### Problem details
Within these entries, which lines include the string "body"? Copy each one.

### Data excerpts

━━━━━━━━

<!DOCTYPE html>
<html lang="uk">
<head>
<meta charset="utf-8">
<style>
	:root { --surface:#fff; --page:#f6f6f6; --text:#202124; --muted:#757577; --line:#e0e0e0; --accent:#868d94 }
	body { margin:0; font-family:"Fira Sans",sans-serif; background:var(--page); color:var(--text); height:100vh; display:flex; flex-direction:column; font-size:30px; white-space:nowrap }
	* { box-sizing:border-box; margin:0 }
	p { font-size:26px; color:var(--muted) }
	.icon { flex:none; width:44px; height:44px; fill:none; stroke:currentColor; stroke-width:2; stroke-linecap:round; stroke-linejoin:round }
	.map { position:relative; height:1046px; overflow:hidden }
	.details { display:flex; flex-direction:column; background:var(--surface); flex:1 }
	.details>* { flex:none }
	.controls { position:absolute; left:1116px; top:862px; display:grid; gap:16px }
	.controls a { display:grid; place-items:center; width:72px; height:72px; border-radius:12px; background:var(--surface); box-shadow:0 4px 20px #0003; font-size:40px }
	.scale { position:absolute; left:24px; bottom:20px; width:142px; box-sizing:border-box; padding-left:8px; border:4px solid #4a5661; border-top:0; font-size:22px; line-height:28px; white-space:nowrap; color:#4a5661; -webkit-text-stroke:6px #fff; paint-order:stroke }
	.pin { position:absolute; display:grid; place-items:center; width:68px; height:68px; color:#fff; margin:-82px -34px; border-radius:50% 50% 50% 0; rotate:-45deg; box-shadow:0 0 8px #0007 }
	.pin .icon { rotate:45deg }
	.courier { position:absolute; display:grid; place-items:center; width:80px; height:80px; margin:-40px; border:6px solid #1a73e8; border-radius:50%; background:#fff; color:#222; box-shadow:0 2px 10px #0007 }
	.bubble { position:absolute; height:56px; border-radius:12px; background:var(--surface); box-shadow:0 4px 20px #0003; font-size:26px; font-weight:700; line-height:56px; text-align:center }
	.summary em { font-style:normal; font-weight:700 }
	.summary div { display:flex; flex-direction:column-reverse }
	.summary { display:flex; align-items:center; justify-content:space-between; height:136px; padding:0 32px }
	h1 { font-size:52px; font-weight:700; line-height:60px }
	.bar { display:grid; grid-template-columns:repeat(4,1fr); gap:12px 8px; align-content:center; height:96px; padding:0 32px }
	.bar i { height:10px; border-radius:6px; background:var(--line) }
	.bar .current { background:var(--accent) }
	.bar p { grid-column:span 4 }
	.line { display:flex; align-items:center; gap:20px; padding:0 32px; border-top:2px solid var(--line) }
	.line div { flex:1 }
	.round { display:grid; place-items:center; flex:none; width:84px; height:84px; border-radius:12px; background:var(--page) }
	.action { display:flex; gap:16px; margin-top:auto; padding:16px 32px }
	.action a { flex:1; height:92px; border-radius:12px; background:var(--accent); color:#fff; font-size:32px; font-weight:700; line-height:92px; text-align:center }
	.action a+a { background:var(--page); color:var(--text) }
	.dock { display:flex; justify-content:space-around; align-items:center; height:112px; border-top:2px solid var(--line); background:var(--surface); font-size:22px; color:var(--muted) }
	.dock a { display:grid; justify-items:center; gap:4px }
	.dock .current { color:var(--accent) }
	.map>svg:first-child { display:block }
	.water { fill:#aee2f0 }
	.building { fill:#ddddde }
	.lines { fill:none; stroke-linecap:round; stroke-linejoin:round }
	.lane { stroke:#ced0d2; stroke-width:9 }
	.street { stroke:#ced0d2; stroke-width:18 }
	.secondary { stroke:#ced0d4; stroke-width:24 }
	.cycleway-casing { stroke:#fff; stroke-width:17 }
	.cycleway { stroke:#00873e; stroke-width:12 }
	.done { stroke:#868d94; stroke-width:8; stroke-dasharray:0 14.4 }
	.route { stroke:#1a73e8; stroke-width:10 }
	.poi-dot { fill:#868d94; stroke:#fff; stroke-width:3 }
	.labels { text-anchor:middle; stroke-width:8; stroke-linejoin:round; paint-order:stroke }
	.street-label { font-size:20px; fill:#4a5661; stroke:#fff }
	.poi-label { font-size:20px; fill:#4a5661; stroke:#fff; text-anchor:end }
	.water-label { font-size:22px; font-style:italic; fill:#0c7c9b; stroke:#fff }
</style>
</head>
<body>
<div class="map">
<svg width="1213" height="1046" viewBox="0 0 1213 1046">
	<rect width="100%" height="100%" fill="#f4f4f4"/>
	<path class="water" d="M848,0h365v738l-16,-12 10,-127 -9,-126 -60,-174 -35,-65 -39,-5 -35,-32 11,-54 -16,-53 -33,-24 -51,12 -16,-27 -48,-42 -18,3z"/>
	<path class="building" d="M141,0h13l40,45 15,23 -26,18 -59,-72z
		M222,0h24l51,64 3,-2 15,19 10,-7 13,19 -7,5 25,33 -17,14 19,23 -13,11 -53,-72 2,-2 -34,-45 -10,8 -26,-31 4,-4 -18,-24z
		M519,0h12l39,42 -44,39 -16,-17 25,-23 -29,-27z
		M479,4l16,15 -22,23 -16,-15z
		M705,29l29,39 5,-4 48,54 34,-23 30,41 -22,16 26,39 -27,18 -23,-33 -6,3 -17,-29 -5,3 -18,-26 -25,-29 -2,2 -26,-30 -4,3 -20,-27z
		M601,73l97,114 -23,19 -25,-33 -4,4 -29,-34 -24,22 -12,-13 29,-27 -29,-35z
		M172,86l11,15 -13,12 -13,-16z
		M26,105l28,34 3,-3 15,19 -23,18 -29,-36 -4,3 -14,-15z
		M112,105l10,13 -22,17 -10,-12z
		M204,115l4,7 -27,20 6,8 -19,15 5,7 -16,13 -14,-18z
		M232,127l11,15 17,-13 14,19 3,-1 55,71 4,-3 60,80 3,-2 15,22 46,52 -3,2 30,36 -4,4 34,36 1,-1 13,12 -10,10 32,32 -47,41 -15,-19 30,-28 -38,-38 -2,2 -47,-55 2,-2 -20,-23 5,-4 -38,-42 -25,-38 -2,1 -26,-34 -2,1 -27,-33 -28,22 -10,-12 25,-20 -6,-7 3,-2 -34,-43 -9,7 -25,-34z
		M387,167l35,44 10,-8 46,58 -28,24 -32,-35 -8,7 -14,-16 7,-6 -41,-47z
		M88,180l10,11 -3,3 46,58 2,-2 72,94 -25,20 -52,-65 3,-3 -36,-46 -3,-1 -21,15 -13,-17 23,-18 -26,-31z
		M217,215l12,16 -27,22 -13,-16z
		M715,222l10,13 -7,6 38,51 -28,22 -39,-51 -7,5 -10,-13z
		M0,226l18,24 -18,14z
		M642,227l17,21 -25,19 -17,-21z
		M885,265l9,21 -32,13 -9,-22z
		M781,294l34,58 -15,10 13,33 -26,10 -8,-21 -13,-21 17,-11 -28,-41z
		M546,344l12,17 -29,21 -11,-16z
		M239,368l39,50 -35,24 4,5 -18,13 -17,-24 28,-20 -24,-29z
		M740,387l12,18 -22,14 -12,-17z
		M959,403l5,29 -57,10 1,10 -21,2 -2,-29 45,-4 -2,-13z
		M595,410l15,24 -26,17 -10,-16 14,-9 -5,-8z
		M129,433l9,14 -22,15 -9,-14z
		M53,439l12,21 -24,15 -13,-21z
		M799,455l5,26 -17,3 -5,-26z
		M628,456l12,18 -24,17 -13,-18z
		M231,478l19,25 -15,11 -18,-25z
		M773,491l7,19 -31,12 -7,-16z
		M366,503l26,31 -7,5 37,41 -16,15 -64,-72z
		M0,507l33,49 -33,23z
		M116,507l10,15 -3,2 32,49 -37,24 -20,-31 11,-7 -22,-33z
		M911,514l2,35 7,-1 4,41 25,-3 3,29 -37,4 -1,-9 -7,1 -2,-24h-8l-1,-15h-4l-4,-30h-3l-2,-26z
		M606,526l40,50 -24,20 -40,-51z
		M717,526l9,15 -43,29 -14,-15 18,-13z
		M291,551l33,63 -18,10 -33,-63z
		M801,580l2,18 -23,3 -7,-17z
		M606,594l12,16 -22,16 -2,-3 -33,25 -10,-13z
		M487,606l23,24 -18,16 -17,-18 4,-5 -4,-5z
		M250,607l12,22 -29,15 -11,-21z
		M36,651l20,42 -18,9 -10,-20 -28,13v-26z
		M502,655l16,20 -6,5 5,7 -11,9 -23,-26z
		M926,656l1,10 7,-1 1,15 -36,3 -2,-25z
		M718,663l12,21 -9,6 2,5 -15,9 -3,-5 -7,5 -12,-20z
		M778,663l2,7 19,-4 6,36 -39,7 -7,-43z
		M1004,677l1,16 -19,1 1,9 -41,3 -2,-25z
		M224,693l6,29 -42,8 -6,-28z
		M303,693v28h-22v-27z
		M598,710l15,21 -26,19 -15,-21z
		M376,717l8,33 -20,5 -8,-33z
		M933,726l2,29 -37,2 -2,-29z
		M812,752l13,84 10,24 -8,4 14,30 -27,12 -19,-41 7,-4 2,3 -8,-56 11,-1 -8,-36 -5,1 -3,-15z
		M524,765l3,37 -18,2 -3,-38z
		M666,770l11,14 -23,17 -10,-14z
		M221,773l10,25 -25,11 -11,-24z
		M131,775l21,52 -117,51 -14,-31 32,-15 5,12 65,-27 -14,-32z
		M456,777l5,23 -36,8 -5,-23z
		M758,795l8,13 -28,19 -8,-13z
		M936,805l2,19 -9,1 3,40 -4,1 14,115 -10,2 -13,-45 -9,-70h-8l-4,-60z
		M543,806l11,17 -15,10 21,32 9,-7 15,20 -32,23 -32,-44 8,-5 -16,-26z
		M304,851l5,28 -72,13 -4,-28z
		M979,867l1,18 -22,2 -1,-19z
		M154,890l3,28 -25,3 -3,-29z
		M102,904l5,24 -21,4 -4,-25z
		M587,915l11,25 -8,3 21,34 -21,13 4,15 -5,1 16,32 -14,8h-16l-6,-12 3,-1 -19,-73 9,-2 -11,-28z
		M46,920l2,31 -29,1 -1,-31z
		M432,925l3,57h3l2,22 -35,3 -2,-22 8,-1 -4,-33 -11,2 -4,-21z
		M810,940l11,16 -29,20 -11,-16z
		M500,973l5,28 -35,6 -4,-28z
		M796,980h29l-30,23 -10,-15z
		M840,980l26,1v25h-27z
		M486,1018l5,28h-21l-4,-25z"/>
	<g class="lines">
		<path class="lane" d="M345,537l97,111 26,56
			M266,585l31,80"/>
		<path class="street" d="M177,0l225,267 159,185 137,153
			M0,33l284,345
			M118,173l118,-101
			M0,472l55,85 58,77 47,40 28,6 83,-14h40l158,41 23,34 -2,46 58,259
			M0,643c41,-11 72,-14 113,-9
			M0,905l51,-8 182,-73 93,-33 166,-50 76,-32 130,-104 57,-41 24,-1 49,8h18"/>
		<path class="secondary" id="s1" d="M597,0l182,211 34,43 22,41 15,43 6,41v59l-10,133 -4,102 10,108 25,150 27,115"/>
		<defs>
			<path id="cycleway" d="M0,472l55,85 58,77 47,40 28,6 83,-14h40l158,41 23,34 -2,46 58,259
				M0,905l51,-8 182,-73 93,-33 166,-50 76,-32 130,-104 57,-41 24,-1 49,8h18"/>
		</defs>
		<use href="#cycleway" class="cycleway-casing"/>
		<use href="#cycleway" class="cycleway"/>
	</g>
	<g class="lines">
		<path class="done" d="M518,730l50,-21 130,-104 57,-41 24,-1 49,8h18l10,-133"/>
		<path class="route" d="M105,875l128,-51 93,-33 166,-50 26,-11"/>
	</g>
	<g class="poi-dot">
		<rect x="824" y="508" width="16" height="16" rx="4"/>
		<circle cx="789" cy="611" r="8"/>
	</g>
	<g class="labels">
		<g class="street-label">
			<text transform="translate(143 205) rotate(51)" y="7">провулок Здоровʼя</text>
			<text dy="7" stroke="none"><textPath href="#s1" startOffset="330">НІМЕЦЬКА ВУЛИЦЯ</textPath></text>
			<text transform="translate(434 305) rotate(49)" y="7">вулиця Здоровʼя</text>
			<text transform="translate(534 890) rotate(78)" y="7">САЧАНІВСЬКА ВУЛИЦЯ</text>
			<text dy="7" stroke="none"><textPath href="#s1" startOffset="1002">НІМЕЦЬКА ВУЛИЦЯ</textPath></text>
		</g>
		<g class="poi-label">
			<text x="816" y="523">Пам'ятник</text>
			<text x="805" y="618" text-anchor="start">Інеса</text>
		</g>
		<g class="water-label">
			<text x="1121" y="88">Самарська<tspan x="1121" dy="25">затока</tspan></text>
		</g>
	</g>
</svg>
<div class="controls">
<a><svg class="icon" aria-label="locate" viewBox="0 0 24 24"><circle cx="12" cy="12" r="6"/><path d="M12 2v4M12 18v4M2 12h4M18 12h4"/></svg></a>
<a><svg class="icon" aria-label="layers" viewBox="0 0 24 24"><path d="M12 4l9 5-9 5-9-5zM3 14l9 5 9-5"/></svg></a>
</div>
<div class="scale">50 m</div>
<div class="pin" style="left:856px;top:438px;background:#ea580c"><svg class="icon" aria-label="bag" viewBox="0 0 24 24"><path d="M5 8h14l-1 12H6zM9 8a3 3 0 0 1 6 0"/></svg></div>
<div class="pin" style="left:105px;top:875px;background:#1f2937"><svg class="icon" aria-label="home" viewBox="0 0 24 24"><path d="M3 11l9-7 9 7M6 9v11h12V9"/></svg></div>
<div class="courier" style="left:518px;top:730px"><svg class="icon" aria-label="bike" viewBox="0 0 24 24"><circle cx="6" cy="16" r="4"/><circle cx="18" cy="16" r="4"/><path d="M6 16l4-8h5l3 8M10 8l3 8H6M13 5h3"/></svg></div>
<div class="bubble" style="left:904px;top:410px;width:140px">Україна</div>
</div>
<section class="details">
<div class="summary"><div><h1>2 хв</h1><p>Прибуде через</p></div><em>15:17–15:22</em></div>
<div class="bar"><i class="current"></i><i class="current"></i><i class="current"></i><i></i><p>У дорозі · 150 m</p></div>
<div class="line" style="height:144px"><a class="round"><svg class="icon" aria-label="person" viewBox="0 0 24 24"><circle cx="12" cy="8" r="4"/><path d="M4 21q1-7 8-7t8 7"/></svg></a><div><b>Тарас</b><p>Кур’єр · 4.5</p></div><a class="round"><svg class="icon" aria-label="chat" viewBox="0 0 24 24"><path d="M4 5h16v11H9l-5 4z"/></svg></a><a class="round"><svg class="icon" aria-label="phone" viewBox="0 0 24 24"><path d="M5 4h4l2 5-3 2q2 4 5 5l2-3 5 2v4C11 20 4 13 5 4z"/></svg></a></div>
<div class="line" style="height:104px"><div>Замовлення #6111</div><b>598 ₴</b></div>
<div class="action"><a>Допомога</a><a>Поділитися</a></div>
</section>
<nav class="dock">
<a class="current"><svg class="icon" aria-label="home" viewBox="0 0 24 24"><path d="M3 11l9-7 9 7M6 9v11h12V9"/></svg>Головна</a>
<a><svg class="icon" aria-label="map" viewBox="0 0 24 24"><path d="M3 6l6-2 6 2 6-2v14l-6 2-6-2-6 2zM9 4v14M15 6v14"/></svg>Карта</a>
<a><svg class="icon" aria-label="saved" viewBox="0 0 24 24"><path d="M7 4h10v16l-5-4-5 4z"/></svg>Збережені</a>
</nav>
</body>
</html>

━━━━━━━━

### Output for this task
	body { margin:0; font-family:"Fira Sans",sans-serif; background:var(--page); color:var(--text); height:100vh; display:flex; flex-direction:column; font-size:30px; white-space:nowrap }
<body>
</body>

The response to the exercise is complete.